A metal-organic material (MOM) with a porous structure offers a more efficient, less expensive and more sustainable mechanism for carbon dioxide capture and separation, according to chemists at the University of South Florida (USF), Tampa, and King Abdullah University of Science and Technology (KAUST), Thuwal, Saudi Arabia.
SIFSIX-1-Cu, the material the USF-KAUST team developed, contains a metal center coordinated to a multifunctional organic ligand in a three-dimensional lattice, and provides extensive surface area. Unlike existing materials, it resists water, says USF chemistry professor Mike Zaworotko, who led the project.
By control of pore functionality and size, the material attains the "sweet spot" of kinetics and thermodynamics, offering high volumetric uptake at low CO2 partial pressure, say the researchers. More importantly, they add, it offers unprecedented CO2 sorption selectivity over N2, H2 and CH4, even in the presence of moisture. More details appear in a recent article in Nature.
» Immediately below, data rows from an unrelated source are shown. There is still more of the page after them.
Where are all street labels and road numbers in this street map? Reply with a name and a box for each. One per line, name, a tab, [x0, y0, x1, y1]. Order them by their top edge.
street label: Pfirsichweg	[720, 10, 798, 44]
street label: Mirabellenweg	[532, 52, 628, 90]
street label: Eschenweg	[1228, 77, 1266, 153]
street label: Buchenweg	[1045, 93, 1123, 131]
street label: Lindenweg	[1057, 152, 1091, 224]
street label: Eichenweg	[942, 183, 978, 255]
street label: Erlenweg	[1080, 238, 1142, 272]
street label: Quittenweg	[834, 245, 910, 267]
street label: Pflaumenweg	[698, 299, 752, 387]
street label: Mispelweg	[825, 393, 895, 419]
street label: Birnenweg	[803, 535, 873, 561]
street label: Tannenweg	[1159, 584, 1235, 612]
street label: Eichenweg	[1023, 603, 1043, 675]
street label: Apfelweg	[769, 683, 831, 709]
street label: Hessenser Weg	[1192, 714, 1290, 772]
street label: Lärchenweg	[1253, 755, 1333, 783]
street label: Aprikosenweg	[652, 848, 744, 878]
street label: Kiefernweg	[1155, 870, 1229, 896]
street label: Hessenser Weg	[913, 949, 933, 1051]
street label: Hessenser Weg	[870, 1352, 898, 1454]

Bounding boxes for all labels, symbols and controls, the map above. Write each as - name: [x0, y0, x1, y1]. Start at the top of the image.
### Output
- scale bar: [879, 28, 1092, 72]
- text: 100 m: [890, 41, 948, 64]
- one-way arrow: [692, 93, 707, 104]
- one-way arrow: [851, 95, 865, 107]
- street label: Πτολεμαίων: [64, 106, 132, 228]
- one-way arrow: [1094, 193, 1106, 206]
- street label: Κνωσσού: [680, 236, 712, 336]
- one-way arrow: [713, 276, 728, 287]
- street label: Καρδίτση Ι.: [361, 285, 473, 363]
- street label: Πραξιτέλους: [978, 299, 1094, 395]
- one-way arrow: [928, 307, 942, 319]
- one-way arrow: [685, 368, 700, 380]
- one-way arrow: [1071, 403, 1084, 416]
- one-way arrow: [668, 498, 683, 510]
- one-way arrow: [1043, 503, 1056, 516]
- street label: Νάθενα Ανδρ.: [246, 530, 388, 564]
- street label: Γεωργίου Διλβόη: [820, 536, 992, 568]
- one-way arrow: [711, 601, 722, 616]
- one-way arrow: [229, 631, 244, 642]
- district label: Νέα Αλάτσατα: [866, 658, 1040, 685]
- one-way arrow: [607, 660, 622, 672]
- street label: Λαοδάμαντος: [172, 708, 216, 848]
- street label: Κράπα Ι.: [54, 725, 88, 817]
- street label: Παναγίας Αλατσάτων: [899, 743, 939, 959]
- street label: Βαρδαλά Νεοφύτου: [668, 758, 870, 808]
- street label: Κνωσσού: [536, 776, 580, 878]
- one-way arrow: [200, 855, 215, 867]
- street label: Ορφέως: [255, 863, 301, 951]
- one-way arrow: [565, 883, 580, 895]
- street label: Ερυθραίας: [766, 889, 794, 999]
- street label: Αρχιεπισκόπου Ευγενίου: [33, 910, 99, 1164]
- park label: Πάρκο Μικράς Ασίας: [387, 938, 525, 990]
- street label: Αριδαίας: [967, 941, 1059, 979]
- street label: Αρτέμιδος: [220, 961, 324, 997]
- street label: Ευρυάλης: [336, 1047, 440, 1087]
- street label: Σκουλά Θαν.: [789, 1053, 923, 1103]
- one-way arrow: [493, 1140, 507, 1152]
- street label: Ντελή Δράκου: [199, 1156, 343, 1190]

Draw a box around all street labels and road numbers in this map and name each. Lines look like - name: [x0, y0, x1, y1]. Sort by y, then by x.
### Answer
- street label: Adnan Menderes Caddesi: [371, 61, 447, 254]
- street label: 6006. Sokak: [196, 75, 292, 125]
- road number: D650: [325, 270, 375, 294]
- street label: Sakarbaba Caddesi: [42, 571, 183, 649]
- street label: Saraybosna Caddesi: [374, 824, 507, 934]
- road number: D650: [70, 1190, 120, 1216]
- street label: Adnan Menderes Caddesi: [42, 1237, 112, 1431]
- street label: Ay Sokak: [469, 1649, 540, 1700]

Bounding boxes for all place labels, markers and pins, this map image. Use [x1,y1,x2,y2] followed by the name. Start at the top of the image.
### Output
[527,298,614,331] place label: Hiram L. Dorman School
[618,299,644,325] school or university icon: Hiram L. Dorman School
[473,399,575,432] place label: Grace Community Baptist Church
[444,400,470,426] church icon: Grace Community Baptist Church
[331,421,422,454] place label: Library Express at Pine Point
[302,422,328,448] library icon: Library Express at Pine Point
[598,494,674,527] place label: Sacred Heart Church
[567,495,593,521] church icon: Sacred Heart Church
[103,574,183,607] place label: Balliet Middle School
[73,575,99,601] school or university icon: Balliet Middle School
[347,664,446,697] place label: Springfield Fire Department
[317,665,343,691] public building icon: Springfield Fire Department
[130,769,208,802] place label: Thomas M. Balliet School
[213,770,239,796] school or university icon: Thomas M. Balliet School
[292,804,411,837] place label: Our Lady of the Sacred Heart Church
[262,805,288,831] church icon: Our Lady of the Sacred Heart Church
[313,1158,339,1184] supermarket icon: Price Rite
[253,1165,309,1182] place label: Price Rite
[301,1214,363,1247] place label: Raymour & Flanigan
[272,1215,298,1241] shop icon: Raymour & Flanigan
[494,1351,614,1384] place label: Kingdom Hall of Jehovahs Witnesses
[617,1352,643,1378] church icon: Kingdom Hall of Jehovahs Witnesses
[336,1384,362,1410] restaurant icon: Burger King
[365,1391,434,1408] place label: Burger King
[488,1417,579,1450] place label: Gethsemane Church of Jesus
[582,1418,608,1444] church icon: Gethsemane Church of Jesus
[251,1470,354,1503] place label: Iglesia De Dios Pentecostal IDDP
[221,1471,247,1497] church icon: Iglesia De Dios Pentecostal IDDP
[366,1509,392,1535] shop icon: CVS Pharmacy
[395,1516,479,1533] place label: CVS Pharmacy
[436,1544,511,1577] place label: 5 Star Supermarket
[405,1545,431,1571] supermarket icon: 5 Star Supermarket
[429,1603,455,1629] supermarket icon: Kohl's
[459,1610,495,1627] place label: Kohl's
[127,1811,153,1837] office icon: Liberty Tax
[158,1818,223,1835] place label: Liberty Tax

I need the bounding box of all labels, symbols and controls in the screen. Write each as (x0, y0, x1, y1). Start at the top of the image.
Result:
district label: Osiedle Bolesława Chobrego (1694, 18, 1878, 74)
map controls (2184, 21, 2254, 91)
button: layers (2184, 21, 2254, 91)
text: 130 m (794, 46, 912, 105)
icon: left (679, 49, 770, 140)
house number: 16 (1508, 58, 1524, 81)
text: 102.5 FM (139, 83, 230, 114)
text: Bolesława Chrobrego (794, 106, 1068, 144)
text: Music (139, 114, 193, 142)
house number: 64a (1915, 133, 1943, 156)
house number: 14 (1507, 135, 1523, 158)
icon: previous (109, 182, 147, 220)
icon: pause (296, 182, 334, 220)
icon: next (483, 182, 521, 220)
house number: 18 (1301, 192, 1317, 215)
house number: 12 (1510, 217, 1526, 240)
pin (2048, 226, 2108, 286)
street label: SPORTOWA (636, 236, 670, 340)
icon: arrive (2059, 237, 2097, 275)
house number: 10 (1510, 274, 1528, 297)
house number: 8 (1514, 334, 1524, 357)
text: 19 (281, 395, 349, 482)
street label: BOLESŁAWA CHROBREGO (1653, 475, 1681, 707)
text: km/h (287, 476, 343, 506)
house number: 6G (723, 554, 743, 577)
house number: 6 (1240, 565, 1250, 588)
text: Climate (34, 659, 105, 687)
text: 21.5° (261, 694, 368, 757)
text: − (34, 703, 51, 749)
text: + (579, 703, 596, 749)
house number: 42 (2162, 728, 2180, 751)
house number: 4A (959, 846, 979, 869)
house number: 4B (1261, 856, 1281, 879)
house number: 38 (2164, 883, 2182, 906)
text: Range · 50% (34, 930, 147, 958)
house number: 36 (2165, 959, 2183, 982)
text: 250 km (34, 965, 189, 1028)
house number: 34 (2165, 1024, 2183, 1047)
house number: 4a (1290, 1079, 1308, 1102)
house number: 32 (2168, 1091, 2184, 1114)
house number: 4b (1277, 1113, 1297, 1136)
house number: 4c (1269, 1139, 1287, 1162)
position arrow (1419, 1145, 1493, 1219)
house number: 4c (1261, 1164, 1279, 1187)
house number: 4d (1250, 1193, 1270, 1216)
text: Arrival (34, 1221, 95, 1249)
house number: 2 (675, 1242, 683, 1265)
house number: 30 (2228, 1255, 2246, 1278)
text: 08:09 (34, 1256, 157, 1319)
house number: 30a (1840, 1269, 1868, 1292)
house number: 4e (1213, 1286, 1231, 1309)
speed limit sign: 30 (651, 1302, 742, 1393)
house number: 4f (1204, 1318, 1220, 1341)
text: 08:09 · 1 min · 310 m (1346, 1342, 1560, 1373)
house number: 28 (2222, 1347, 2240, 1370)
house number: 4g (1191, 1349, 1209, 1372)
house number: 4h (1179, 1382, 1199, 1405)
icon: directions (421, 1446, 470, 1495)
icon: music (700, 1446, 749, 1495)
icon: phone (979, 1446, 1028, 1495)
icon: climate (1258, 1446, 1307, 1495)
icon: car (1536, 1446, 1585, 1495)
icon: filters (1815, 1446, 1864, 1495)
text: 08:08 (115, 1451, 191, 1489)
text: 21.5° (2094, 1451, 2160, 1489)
The material not only resists poisoning from water, but also requires less energy to recycle compared to previous benchmark materials. However, Zaworotko notes that whether the material can be reused numerous times with little or no loss in performance remains to be determined.
"Our materials are the new benchmark for selectivity towards CO2. However, recyclability in the real world and cost when produced at scale remain to be evaluated. These matters could be addressed by modifying the prototypes if necessary, but this would in turn require more research before development can occur. The amount of heat generated is also something that will have to be optimized if there is an issue with the prototypes," he explains.
The team already is collaborating with engineers to determine how to manufacture the materials and apply them to real-world uses. Testing of a production process on a laboratory scale could begin within a few months, but pilot-scale testing will require industrial partners, says Zaworotko.
The plan is to initially try the material for syngas purification, as well as for removal of CO2 from enclosed environments. "Flue-gas is definitely of interest, too, but is a longer-term goal," he notes. The material potentially could be used to capture carbon in coal-burning energy plants, purify methane in natural gas wells and advance clean-coal technology.
"An advantage for some applications (e.g., where zeolites are currently used) is that no new plants/processes in terms of CO2 removal would be required. We would simply replace existing porous materials where they are currently used. There could therefore be a short path from discovery to end use. Implementation in terms of clean coal would take much longer because there is not yet a commercial process that is in widespread use (although technologies related to chemical CO2 capture are being tested on a pilot scale)," he adds.
The ultimate goal, says Zaworotko, is to find ways to chemically convert CO2 to a more useful and valuable product in a second step.
"Carbon capture is just one possible use for porous materials. That we have the ability to design porous materials from first principles will create opportunities for any process in which porous materials currently play a role and will also create the possibility of revolutionary new technologies in other areas of societal impact such as natural gas transportation and storage. The next five years promises to be exciting for MOMs," he concludes.